Three-Week Funding Deal Includes $30 Billion in Tax Cuts
Lawmakers came to a bipartisan agreement to end the federal government shutdown yesterday, but it came with a very high price. The continuing resolution (CR) enacted into law funds the government through February 8, but it also delays three Affordable Care Act taxes at a cost of $31 billion. If lawmakers eventually choose to delay these taxes indefinitely, it would ultimately add $310 billion to deficits through 2027.
All three taxes were previously delayed in an expensive package of tax cuts passed in December 2015. The 40 percent "Cadillac tax" on high-cost health insurance plans was originally set to go into effect in 2018, was later delayed to 2020, and is now delayed for another two years. As we've pointed out before, the Cadillac tax reduces deficits and has been shown to have effects that reduce private health care spending even before the tax goes into effect. If Congress ultimately repeals the Cadillac tax, they should replace it with an alternative cap on the tax exclusion for employer-sponsored health insurance or another provision that produces long-term health savings.

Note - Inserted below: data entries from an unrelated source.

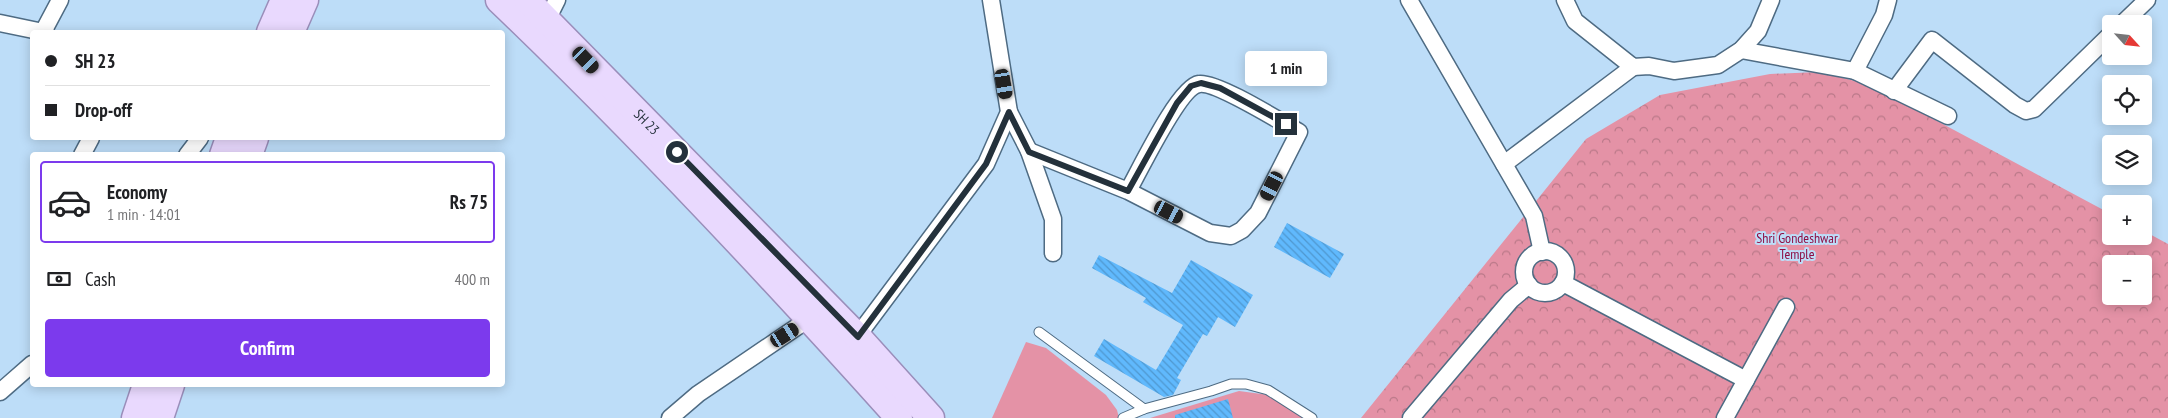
<!DOCTYPE html>
<meta charset="utf-8">
<style>
body{margin:0;font-family:"PT Sans Narrow",sans-serif;background:#f2f2f2;color:#202124;height:100vh;display:flex;flex-direction:column;font-size:19px;white-space:nowrap}
*{box-sizing:border-box;margin:0}
p{font-size:16px;color:#757577}
.icon{flex:none;width:28px;height:28px;fill:none;stroke:currentColor;stroke-width:2;stroke-linecap:round;stroke-linejoin:round}
.map{position:relative;flex:1;overflow:hidden}
.sheet{position:absolute;left:30px;top:152px;width:475px;height:235px;display:flex;flex-direction:column;background:#fff;border-radius:5px;box-shadow:0 2px 12px #0003}
.sheet>*{flex:none}
.top-card{position:absolute;left:30px;top:30px;width:475px;height:110px;border-radius:5px;box-shadow:0 2px 12px #0003;display:grid;align-content:center;height:110px;padding:0 15px;background:#fff}
.needle{width:32px;rotate:117deg}
.buttons{position:absolute;left:2102px;top:15px;display:grid;gap:10px}
.buttons a{display:grid;place-items:center;width:50px;height:50px;border-radius:5px;background:#fff;box-shadow:0 2px 12px #0003;font-size:25px}
.end{position:absolute;width:22px;height:22px;margin:-11px;border:6px solid #24313b;background:#fff;box-shadow:0 0 0 2px #fff}
.from{border-radius:50%}
.bubble{position:absolute;height:35px;border-radius:5px;background:#fff;box-shadow:0 2px 12px #0003;font-size:16px;font-weight:600;line-height:35px;text-align:center}
.car{position:absolute;width:15px;height:30px;margin:-15px -8px;border-radius:6px;box-shadow:0 0 4px 1px #0007;background:linear-gradient(#222 24%,#8ab4d8 0 40%,#222 0 76%,#8ab4d8 0 86%,#222 0)}
.top-card b{display:flex;align-items:center;gap:18px;height:48px;font-size:19px}
.top-card b+b{border-top:1px solid #e0e0e0}
.top-card i{width:12px;height:12px;background:#202124}
ul{padding:9px 0 0;list-style:none}
li{display:flex;align-items:center;gap:15px;height:82px;margin:0 10px 8px;padding:0 5px;border:2px solid #e0e0e0;border-radius:5px}
li div{flex:1}
li b{display:block;font-size:19px}
li em{font-style:normal;font-weight:600}
li.active{border-color:#7c3aed}
li>.icon{width:45px;height:45px;stroke-width:1.5}
.pay{display:flex;align-items:center;gap:12px;height:55px;padding:0 15px;font-size:19px}
.pay p{margin-inline-start:auto}
.primary-button{display:flex;gap:10px;margin-top:auto;padding:10px 15px}
.primary-button a{flex:1;height:58px;border-radius:5px;background:#7c3aed;color:#fff;font-size:20px;font-weight:600;line-height:58px;text-align:center}
.map>svg:first-child{display:block}
.grass{fill:#e492a6}
.forest{fill:url(#forest-crowns);fill-rule:evenodd}
.building{fill:url(#building-back-hatch)}
.lines{fill:none;stroke-linecap:round;stroke-linejoin:round}
.lane-casing{stroke:#4e6b83;stroke-width:11}
.street-casing{stroke:#4e6b83;stroke-width:19}
.primary-casing{stroke:#9a8eba;stroke-width:29}
.lane{stroke:#fff;stroke-width:9}
.street{stroke:#fff;stroke-width:16}
.primary{stroke:#e9d9fe;stroke-width:26}
.route{stroke:#24313b;stroke-width:6}
.labels{text-anchor:middle;dominant-baseline:central;stroke-width:4;stroke-linejoin:round;paint-order:stroke}
.street-label{font-size:14px;fill:#24313b;stroke:#bdddf8}
.park-label{font-size:14px;fill:#8e0e44;stroke:#bdddf8}
</style>
<div class="map">
<svg width="2168" height="418" viewBox="0 0 2168 418">
<defs>
<pattern id="forest-crowns" width="20" height="18" patternUnits="userSpaceOnUse" patternTransform="scale(1.25)"><rect width="20" height="18" fill="#e492a6"/><path d="M2 6a3 3 0 1 1 6 0M12 15a3 3 0 1 1 6 0" fill="none" stroke="#b97888"/></pattern>
<pattern id="building-back-hatch" width="6" height="6" patternUnits="userSpaceOnUse" patternTransform="scale(1.25)"><rect width="6" height="6" fill="#60b9fd"/><path d="M-1 5l2 2M0 0l6 6M5-1l2 2" fill="none" stroke="#4f97ce"/></pattern>
</defs>
<rect width="100%" height="100%" fill="#bdddf8"/>
<!-- grass -->
<g class="grass">
<path d="M 1026,342 L 1046,348 L 1106,395 L 1117,410 L 1119,418 L 992,418 Z"/>
<path d="M 1239,391 L 1269,395 L 1304,418 L 1150,418 Z"/>
</g>
<!-- forest -->
<path class="forest" d="M 1818,72 L 1868,84 L 2111,214 L 2111,236 L 2144,236 L 2144,231 L 2168,244 L 2168,418 L 1361,418 L 1586,139 L 1660,95 L 1770,74 ZM 2111,264 L 2144,264 L 2144,296 L 2111,296 Z"/>
<!-- building -->
<g class="building">
<path d="M 1287,223 L 1344,254 L 1330,278 L 1274,247 Z"/>
<path d="M 1099,255 L 1172,293 L 1191,260 L 1253,295 L 1235,327 L 1218,317 L 1207,336 L 1203,334 L 1177,378 L 1181,380 L 1173,395 L 1164,397 L 1094,356 L 1104,339 L 1156,370 L 1183,325 L 1143,302 L 1146,298 L 1092,268 Z"/>
<path d="M 1228,399 L 1233,418 L 1175,418 L 1175,415 Z"/>
</g>
<g class="lines">
<defs>
<g id="lane">
<path d="M 1039,332 L 1144,409 L 1211,391 L 1231,384 L 1246,384 L 1268,390 L 1312,418"/>
<path d="M 1123,418 L 1144,409"/>
</g>
<g id="street">
<path d="M 1409,0 L 1534,216 L 1542,252"/>
<path d="M 1565,0 L 1575,21 L 1633,67 L 1649,66 L 1674,71 L 1718,65 L 1741,50 L 1758,31 L 1771,0"/>
<path d="M 0,23 L 43,32"/>
<path d="M 2122,24 L 2147,0"/>
<path d="M 541,25 L 547,20 L 557,0"/>
<path d="M 46,32 L 43,32 L 60,0"/>
<path d="M 1741,50 L 1855,71 L 1948,116"/>
<path d="M 1855,71 L 1884,15 L 1888,0"/>
<path d="M 1894,91 L 1932,40 L 2015,105 L 2026,111 L 2034,109 L 2111,34"/>
<path d="M 1009,112 L 1029,151 L 1053,219 L 1053,253"/>
<path d="M 1029,151 L 1128,191 L 1210,233 L 1231,236 L 1242,230 L 1258,213 L 1299,132 C 1281,122 1216,81 1199,84 C 1179,87 1140,170 1128,191"/>
<path d="M 82,155 L 91,138"/>
<path d="M 187,155 L 200,138"/>
<path d="M 1504,164 L 1633,67"/>
<circle cx="1545" cy="272" r="21"/>
<path d="M 1563,283 L 1746,380"/>
<path d="M 853,342 L 986,164 L 1009,112 L 991,0"/>
<path d="M 0,392 L 32,364"/>
<path d="M 670,418 L 698,394 L 816,314"/>
<path d="M 1411,418 L 1511,300 L 1529,285"/>
<path d="M 1725,418 L 1786,307"/>
</g>
<g id="primary">
<path d="M 499,0 C 638,133 770,274 899,418"/>
<path id="s1" d="M 527,0 L 858,337 L 931,418"/>
<path d="M 270,32 L 284,0"/>
<path d="M 291,32 L 305,0"/>
<path d="M 223,155 L 229,138"/>
<path d="M 249,155 L 255,138"/>
<path d="M 135,418 L 146,385"/>
<path d="M 160,418 L 171,385"/>
</g>
</defs>
<!-- lane casing -->
<use href="#lane" class="lane-casing"/>
<!-- street casing -->
<use href="#street" class="street-casing"/>
<!-- primary casing -->
<use href="#primary" class="primary-casing"/>
<!-- lane -->
<use href="#lane" class="lane"/>
<!-- street -->
<use href="#street" class="street"/>
<!-- primary -->
<use href="#primary" class="primary"/>
</g>
<g class="lines">
<!-- route -->
<path class="route" d="M 677,152 L 858,337 L 986,164 L 1009,112 L 1029,152 L 1128,191 L 1177,103 L 1191,86 L 1201,83 L 1220,88 L 1286,124"/>
</g>
<g class="labels">
<!-- street labels -->
<g class="street-label">
<text stroke="none"><textPath href="#s1" startOffset="171">SH 23</textPath></text>
</g>
<!-- park labels -->
<g class="park-label">
<text x="1797" y="238">Shri Gondeshwar<tspan x="1797" dy="16">Temple</tspan></text>
</g>
</g>
</svg>
<div class="buttons">
<a><svg class="needle" viewBox="-14 -14 28 28"><path d="M0-13l5 13h-10z" fill="#e53935"/><path d="M0 13l5-13h-10z" fill="#757577"/></svg></a>
<a><svg class="icon" aria-label="locate" viewBox="0 0 24 24"><circle cx="12" cy="12" r="6"/><path d="M12 2v4M12 18v4M2 12h4M18 12h4"/></svg></a>
<a><svg class="icon" aria-label="layers" viewBox="0 0 24 24"><path d="M12 4l9 5-9 5-9-5zM3 14l9 5 9-5"/></svg></a>
<a>+</a>
<a>−</a>
</div>
<i class="end from" style="left:677px;top:152px"></i>
<i class="end" style="left:1286px;top:124px"></i>
<div class="bubble" style="left:1245px;top:51px;width:82px">1 min</div>
<i class="car" style="left:586px;top:60px;rotate:136deg"></i>
<i class="car" style="left:1004px;top:84px;rotate:170deg"></i>
<i class="car" style="left:1272px;top:186px;rotate:207deg"></i>
<i class="car" style="left:1169px;top:212px;rotate:117deg"></i>
<i class="car" style="left:785px;top:335px;rotate:58deg"></i>
<div class="top-card">
<b><i class="from"></i>SH 23</b>
<b><i></i>Drop-off</b>
</div>
<section class="sheet">
<ul>
<li class="active"><svg class="icon" aria-label="car" viewBox="0 0 24 24"><path d="M5 17H2v-5l4-1 3-4h7l3 4 3 1v5h-3M9 17h6M6 11h13"/><circle cx="7" cy="17" r="2"/><circle cx="17" cy="17" r="2"/></svg><div><b>Economy</b><p>1 min · 14:01</p></div><em>Rs 75</em></li>
</ul>
<div class="pay"><svg class="icon" aria-label="cash" viewBox="0 0 24 24"><path d="M3 7h18v10H3z"/><circle cx="12" cy="12" r="2"/></svg>Cash<p>400 m</p></div>
<div class="primary-button"><a>Confirm</a></div>
</section>
</div>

The CR also suspends the tax on health insurance providers for 2019. The tax is levied on health insurance providers based on their net insurance premiums and is roughly proportional to each insurer's market share. The tax was suspended last year but will be in effect for 2018.
Finally, the CR delays the 2.3 percent excise tax on manufacturers' medical device sales until 2020. Although the tax began in 2013, it has been on hold since 2016 and was previously scheduled to return in 2018.

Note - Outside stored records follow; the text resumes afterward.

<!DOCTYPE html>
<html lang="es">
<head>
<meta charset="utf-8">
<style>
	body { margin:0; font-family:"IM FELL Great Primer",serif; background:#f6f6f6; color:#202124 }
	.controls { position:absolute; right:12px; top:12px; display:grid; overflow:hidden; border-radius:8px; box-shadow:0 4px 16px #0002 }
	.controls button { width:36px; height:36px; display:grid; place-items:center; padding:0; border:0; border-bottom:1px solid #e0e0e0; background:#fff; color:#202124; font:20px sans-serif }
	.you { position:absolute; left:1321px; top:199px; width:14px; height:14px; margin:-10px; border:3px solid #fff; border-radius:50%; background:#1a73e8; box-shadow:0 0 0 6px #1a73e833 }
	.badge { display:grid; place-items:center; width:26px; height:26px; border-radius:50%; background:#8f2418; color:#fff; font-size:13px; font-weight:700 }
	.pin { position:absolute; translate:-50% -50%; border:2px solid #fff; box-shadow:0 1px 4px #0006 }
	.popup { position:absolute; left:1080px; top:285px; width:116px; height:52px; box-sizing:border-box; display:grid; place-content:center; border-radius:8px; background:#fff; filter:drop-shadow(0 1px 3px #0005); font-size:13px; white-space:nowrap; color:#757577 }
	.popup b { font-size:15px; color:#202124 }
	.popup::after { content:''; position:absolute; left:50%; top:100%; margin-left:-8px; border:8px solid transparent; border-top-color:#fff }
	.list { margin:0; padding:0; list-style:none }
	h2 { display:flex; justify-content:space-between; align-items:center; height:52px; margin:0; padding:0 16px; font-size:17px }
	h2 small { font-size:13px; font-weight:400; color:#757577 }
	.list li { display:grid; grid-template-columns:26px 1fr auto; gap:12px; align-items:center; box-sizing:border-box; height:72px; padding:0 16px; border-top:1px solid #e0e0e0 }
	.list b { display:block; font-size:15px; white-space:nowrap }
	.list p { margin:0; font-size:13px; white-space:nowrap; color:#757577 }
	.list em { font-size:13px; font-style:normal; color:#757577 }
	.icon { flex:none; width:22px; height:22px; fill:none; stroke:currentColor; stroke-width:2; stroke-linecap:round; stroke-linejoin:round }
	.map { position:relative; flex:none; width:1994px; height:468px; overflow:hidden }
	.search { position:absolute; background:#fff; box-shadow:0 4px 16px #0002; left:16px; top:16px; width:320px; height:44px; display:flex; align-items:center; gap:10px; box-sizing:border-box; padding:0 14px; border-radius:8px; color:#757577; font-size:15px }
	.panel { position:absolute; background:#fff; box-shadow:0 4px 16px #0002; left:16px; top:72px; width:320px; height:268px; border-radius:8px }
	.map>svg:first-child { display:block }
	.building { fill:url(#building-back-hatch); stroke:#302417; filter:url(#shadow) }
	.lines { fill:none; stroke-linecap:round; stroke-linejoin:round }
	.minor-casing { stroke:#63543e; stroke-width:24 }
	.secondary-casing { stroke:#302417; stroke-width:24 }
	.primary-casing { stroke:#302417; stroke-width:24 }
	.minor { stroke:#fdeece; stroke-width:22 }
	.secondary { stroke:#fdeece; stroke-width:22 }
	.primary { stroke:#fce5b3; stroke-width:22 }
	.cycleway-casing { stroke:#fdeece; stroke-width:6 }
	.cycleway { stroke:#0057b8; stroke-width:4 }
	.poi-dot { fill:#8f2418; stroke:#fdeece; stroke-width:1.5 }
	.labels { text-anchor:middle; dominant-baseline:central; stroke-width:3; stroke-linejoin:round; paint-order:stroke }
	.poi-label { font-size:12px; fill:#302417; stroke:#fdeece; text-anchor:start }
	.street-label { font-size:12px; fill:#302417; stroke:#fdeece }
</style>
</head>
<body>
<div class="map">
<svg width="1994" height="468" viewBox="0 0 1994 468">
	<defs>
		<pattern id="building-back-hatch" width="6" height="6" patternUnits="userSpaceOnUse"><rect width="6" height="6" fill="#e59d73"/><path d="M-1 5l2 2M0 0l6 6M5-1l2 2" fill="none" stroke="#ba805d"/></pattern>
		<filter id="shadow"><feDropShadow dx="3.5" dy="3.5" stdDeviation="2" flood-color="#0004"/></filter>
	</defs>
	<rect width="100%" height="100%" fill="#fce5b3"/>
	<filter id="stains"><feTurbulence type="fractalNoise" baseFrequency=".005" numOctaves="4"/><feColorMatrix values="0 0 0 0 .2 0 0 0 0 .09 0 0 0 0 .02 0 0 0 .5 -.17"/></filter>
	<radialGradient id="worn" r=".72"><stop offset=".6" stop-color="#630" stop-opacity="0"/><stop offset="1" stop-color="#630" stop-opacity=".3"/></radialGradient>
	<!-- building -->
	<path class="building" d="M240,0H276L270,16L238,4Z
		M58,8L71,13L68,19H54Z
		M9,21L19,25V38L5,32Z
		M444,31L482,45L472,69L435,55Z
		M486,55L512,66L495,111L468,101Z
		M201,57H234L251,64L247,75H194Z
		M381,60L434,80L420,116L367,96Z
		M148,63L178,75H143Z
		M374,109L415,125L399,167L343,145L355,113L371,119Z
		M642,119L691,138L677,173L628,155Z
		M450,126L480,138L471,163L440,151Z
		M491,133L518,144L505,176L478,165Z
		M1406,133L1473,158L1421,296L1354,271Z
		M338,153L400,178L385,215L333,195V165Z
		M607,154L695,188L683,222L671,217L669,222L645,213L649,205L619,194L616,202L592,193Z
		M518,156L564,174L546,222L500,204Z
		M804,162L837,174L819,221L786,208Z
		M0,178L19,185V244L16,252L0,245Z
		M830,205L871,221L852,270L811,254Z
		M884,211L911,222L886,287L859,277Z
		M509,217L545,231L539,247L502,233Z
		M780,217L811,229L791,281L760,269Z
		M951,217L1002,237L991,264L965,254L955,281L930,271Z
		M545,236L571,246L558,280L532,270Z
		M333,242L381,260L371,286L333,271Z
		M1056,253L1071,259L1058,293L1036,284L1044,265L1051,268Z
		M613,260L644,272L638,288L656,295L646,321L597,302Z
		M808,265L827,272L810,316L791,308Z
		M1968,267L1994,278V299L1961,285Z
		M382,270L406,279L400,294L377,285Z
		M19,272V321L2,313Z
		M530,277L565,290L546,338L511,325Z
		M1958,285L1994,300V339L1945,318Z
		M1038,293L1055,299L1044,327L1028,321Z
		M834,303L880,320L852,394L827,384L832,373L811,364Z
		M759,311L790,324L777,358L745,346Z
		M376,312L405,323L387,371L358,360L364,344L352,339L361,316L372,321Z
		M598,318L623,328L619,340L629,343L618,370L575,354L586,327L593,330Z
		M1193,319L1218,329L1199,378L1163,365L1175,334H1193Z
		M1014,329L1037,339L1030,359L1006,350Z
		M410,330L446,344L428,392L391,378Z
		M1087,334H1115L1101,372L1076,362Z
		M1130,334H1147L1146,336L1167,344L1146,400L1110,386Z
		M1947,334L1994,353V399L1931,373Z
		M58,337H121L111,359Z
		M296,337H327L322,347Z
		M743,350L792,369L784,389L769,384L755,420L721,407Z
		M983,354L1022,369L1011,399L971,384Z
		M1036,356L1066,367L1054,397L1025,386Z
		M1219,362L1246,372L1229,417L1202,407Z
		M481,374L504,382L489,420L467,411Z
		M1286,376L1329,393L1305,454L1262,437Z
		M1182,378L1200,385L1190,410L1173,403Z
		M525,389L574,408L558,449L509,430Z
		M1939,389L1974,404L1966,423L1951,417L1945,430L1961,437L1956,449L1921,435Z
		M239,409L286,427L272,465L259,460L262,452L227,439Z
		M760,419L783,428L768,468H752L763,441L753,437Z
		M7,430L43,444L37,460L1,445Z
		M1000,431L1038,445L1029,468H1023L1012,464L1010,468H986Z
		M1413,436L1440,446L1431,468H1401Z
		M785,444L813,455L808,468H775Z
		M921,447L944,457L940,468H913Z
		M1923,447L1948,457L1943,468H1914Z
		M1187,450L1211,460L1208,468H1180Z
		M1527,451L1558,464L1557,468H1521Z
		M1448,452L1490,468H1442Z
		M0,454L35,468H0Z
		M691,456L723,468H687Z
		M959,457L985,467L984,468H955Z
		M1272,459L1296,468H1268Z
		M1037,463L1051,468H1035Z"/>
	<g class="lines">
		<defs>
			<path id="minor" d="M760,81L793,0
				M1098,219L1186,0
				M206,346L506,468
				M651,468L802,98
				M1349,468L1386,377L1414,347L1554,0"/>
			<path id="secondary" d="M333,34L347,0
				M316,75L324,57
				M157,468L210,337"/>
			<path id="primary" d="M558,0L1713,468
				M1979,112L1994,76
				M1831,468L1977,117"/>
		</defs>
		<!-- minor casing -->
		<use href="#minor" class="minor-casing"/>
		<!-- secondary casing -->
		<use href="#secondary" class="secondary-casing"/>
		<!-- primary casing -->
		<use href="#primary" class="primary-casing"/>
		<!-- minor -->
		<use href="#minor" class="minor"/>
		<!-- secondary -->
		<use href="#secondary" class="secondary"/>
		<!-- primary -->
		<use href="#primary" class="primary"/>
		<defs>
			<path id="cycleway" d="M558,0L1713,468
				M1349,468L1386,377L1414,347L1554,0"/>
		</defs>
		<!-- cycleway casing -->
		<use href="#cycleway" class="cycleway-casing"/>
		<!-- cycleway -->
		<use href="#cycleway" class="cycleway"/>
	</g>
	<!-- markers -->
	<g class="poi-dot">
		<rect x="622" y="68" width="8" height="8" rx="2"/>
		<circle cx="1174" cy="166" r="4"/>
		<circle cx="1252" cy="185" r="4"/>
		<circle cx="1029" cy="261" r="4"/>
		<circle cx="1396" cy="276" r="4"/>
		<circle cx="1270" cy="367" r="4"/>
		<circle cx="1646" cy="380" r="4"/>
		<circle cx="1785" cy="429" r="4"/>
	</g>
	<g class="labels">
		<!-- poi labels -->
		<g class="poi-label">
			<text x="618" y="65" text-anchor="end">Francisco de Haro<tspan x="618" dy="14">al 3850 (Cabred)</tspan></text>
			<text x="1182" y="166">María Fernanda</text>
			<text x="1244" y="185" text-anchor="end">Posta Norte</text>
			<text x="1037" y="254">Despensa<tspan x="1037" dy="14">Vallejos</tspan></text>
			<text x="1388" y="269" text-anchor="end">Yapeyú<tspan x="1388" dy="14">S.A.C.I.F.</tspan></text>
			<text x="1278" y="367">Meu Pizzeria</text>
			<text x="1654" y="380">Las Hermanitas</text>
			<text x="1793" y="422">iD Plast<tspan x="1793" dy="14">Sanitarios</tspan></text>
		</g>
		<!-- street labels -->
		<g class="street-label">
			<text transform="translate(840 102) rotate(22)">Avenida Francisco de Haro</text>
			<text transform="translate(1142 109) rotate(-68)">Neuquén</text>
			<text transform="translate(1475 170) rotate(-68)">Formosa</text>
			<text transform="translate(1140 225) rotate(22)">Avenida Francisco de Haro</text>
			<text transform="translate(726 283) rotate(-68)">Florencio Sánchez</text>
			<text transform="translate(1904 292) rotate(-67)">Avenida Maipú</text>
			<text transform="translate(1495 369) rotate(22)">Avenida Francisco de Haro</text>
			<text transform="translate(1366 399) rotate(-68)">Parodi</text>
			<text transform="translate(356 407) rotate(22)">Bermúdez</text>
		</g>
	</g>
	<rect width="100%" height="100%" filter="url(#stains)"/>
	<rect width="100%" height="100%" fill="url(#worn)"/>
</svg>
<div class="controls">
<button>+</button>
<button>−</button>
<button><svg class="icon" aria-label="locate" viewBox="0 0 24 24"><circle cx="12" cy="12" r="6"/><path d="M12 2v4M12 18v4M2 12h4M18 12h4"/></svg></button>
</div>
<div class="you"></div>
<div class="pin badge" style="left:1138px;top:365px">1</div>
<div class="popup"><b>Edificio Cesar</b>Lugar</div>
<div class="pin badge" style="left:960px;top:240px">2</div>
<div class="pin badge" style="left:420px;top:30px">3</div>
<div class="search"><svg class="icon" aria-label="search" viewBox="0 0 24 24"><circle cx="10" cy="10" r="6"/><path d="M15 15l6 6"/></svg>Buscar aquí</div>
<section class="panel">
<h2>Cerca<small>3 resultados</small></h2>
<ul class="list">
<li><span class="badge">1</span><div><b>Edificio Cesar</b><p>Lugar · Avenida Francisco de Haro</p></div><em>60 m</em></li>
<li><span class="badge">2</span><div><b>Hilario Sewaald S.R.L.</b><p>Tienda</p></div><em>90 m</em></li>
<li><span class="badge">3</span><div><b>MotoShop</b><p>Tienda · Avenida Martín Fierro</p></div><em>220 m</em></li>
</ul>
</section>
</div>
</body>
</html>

Ten-Year Cost of Tax Cuts in the Continuing Resolution
Provision | Temporary Cost | Permanent Cost |
---|---|---|
Two-year delay of Cadillac tax (2020 and 2021) | $15 billion | $105 billion |
One-year delay of health insurer tax (2019) | $13 billion | $185 billion |
Two-year delay of medical device tax (2018 and 2019) | $4 billion | $20 billion |
Total | $31 billion | $310 billion |
Source: Temporary costs from Joint Committee on Taxation and Congressional Budget Office; permanent costs are CRFB estimates. Permanent cost is approximate and rounded to the nearest $5 billion. Numbers do not add to total due to rounding.
Policymakers already enacted a host of expensive tax cuts last December, and it is very disappointing to see even more deficit-financed tax cuts enacted so soon. It is even more important now that any longer-term budget deal policymakers negotiate be fully offset and does not worsen our unsustainable fiscal trajectory.